• _Problem to work on_:
Repeat the listing exactly. Any picture in it should be left out of the copy.

*** Begin section ***

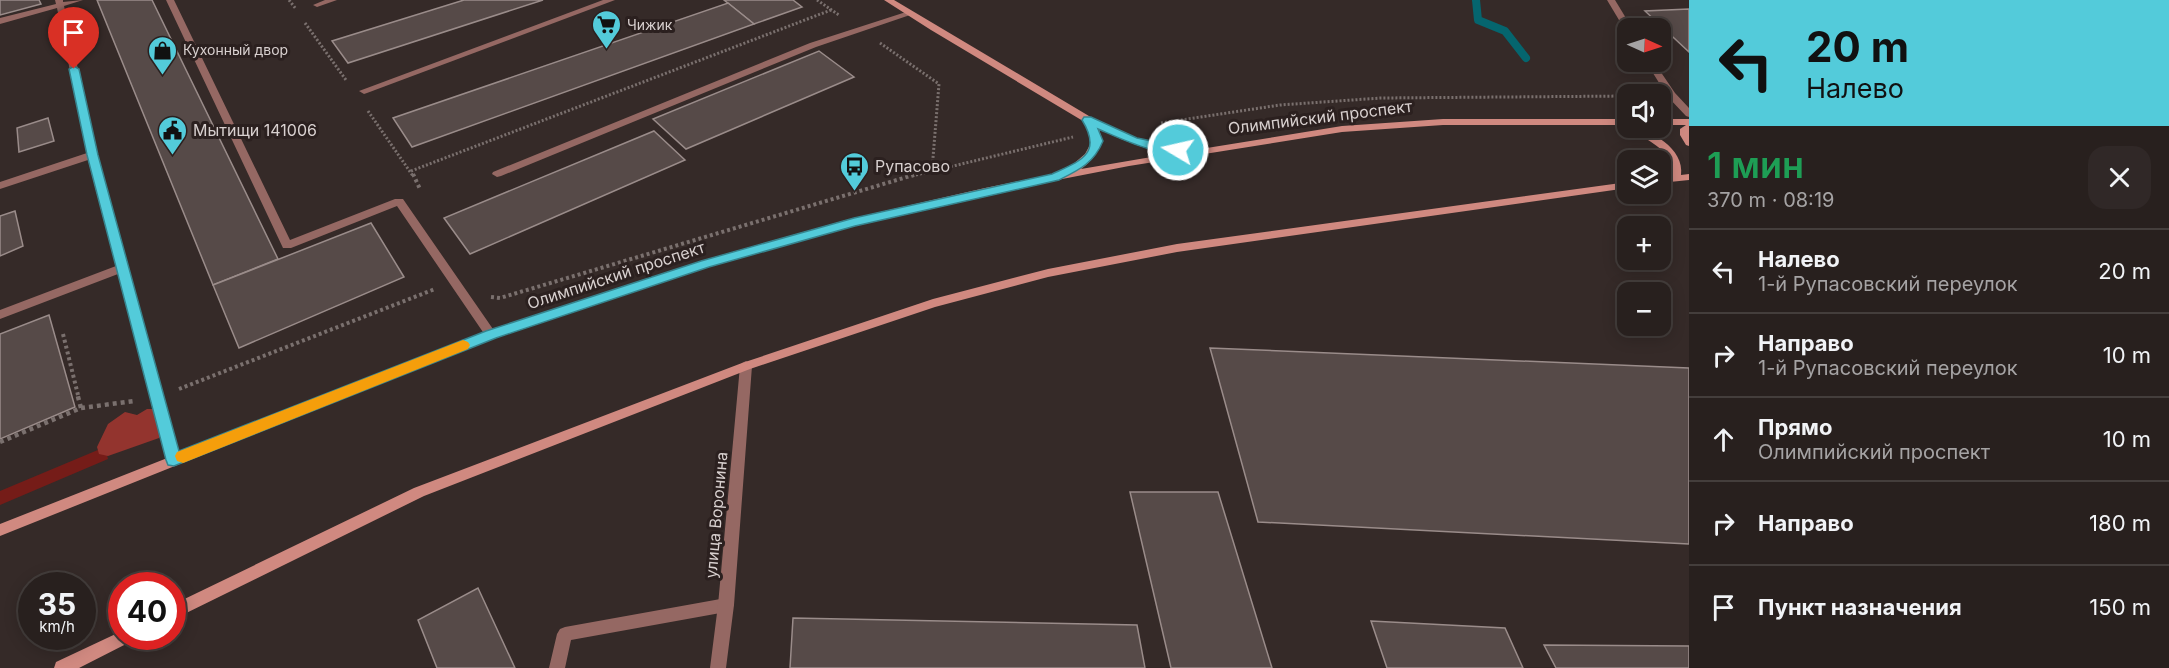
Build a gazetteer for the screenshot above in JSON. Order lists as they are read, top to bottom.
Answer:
{
  "streets": {
    "main road": ["Олимпийский проспект"],
    "street": ["улица Воронина"]
  },
  "places": {
    "supermarket": ["Чижик"],
    "shop": ["Кухонный двор"],
    "public building": ["Мытищи 141006"],
    "bus stop": ["Рупасово"]
  },
  "north": "right",
  "page": {
    "turn": ["20 m", "Налево"],
    "map_buttons": ["+", "−"],
    "heading": ["1 мин", "370 m · 08:19"],
    "list": [
      {
        "name": "Налево",
        "note": "1-й Рупасовский переулок",
        "value": "20 m"
      },
      {
        "name": "Направо",
        "note": "1-й Рупасовский переулок",
        "value": "10 m"
      },
      {
        "name": "Прямо",
        "note": "Олимпийский проспект",
        "value": "10 m"
      },
      {
        "name": "Направо",
        "value": "180 m"
      },
      {
        "name": "Пункт назначения",
        "value": "150 m"
      }
    ],
    "speed": "35 km/h",
    "limit": "40"
  }
}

*** End section ***

• _Exercise output_:
Build a gazetteer for the screenshot above in JSON. Order lists as they are read, top to bottom.
Answer:
{
  "streets": {
    "main road": ["Олимпийский проспект"],
    "street": ["улица Воронина"]
  },
  "places": {
    "supermarket": ["Чижик"],
    "shop": ["Кухонный двор"],
    "public building": ["Мытищи 141006"],
    "bus stop": ["Рупасово"]
  },
  "north": "right",
  "page": {
    "turn": ["20 m", "Налево"],
    "map_buttons": ["+", "−"],
    "heading": ["1 мин", "370 m · 08:19"],
    "list": [
      {
        "name": "Налево",
        "note": "1-й Рупасовский переулок",
        "value": "20 m"
      },
      {
        "name": "Направо",
        "note": "1-й Рупасовский переулок",
        "value": "10 m"
      },
      {
        "name": "Прямо",
        "note": "Олимпийский проспект",
        "value": "10 m"
      },
      {
        "name": "Направо",
        "value": "180 m"
      },
      {
        "name": "Пункт назначения",
        "value": "150 m"
      }
    ],
    "speed": "35 km/h",
    "limit": "40"
  }
}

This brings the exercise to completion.